Soigner un impossible ?

Soigner un impossible ?

Les 13 et 14 octobre 2023, l'Institut Régional de Travail Social Paca Corse (IRTS), l'association L'@psychanalyse, Psychasoc, Lapsus Numérique et l'Association Serpsy organisaient un colloque dont le titre était : "L'impossible est mon métier : éduquer, soigner, diriger". Le titre du colloque fait référence à la préface que Sigmund Freud rédigea en 1925 pour l'ouvrage de l'éducateur August Aichhorn. Il y rappelle les limites et l'impossible des métiers dont le coeur est la relation, métiers voués à des résultats aléatoires et insuffisants, aux ratés. Julie Cubells et Madeleine Jimena Friard y sont intervenues pour Serpsy. 

 

Tout d’abord, je voudrais préciser que nous sommes deux à avoir préparé cette intervention, une jeune collègue infirmière, Julie Cubells et moi-même, infirmière (mais je n’exerce plus en tant que telle), metteur en scène et art-thérapeute. Nous sommes toutes deux membres de l’association Serpsy, soins et recherche en psychiatrie.

Nous tenons à remercier chaleureusement les membres de l’organisation de nous avoir invitées à participer à ce colloque sur ce thème de l’impossible comme métier.

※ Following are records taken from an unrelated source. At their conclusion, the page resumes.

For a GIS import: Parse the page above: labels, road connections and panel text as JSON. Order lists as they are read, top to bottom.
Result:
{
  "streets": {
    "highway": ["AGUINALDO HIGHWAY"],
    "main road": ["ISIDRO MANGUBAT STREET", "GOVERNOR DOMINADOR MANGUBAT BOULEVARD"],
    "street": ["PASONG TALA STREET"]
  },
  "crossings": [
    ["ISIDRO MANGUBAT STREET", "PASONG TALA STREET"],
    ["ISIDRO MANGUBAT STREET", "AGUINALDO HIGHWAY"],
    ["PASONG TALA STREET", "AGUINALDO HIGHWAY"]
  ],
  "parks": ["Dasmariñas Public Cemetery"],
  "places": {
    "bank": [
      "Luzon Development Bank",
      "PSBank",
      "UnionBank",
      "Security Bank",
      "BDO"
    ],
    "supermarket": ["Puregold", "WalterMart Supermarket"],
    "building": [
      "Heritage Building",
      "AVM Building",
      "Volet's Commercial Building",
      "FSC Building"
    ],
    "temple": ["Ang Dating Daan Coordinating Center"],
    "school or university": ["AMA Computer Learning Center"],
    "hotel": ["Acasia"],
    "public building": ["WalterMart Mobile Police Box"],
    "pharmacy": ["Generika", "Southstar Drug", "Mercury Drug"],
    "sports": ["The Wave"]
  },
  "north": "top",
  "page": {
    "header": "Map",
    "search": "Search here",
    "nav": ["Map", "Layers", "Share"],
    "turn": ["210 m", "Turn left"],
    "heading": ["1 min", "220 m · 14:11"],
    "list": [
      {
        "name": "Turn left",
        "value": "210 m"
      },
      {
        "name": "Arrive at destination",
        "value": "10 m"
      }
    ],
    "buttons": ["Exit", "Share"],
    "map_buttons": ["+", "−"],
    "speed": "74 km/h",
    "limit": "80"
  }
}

Et comme le temps accordé à notre intervention est très court, 10 minutes, voici sans préambules, quelques-unes de nos réflexions :

Le premier point qui nous est apparu comme un obstacle assez subtil aux soins et pourtant évident, est que les infirmières sont prises dans les rouages de l’institution. La hiérarchie. Par exemple, parfois, on ne peut pas directement discuter d’un patient et d’une prise en charge avec un médecin. Il vaut mieux passer par la cadre. Qui, elle, connaît bien le médecin. Elle nous le fait gentiment savoir, nous infantilisant au passage. C’est comme ça. L’organisation réelle n’est pas forcément celle qui est décrite dans l’organigramme. La sensation « d’une force supérieure », qui réglemente et régit les pratiques.

Les infirmières sont prises dans un réseau, une toile qui leur dicte comment elles doivent soigner, se comporter, penser même, pour être en adéquation avec l’institution. La petite phrase : « Ils ont décidé… » nous intrigue. Qui ? D’où viennent ces préconisations colportées par les cadres dans les unités de soins ? S’ajoute à cette verticalité, la sensation diffuse que chacun se protège en faisant référence à une instance supérieure à laquelle il « obéit ».  Il faut décoder les règles, les passages obligés ou interdits.

Mais laissons-là ce point qui nous amènerait à bien des développements car, vu le temps trop court de notre intervention, ce n’est pas celui que nous avons choisi de développer.

Mais quand même, nous nous sommes posé la question « Qu’est-ce qui fait que, Julie tout comme moi, n’avions pas senti avant ce poids de l’institution dans notre quotidien infirmier de manière aussi prégnante ? » Aujourd’hui le rôle du « cadre » serait-il à interroger ? Comme celui du médecin au sein de ce qu’il est commun de désigner comme « l’équipe soignante », comme s’il s’agissait d’une entité globale et uniforme !

On sent bien que nous glissons du côté du fantasme de « la mère/institution dévoratrice » et de la nécessaire fonction de tiers. Fonction tierce au fondement de toute approche du soin psychique quand on l’aborde sous l’angle de la relation transférentielle.

Bien des choses seraient à développer sous cet angle. Mais passons, nous n’avons pas le temps de les développer ici.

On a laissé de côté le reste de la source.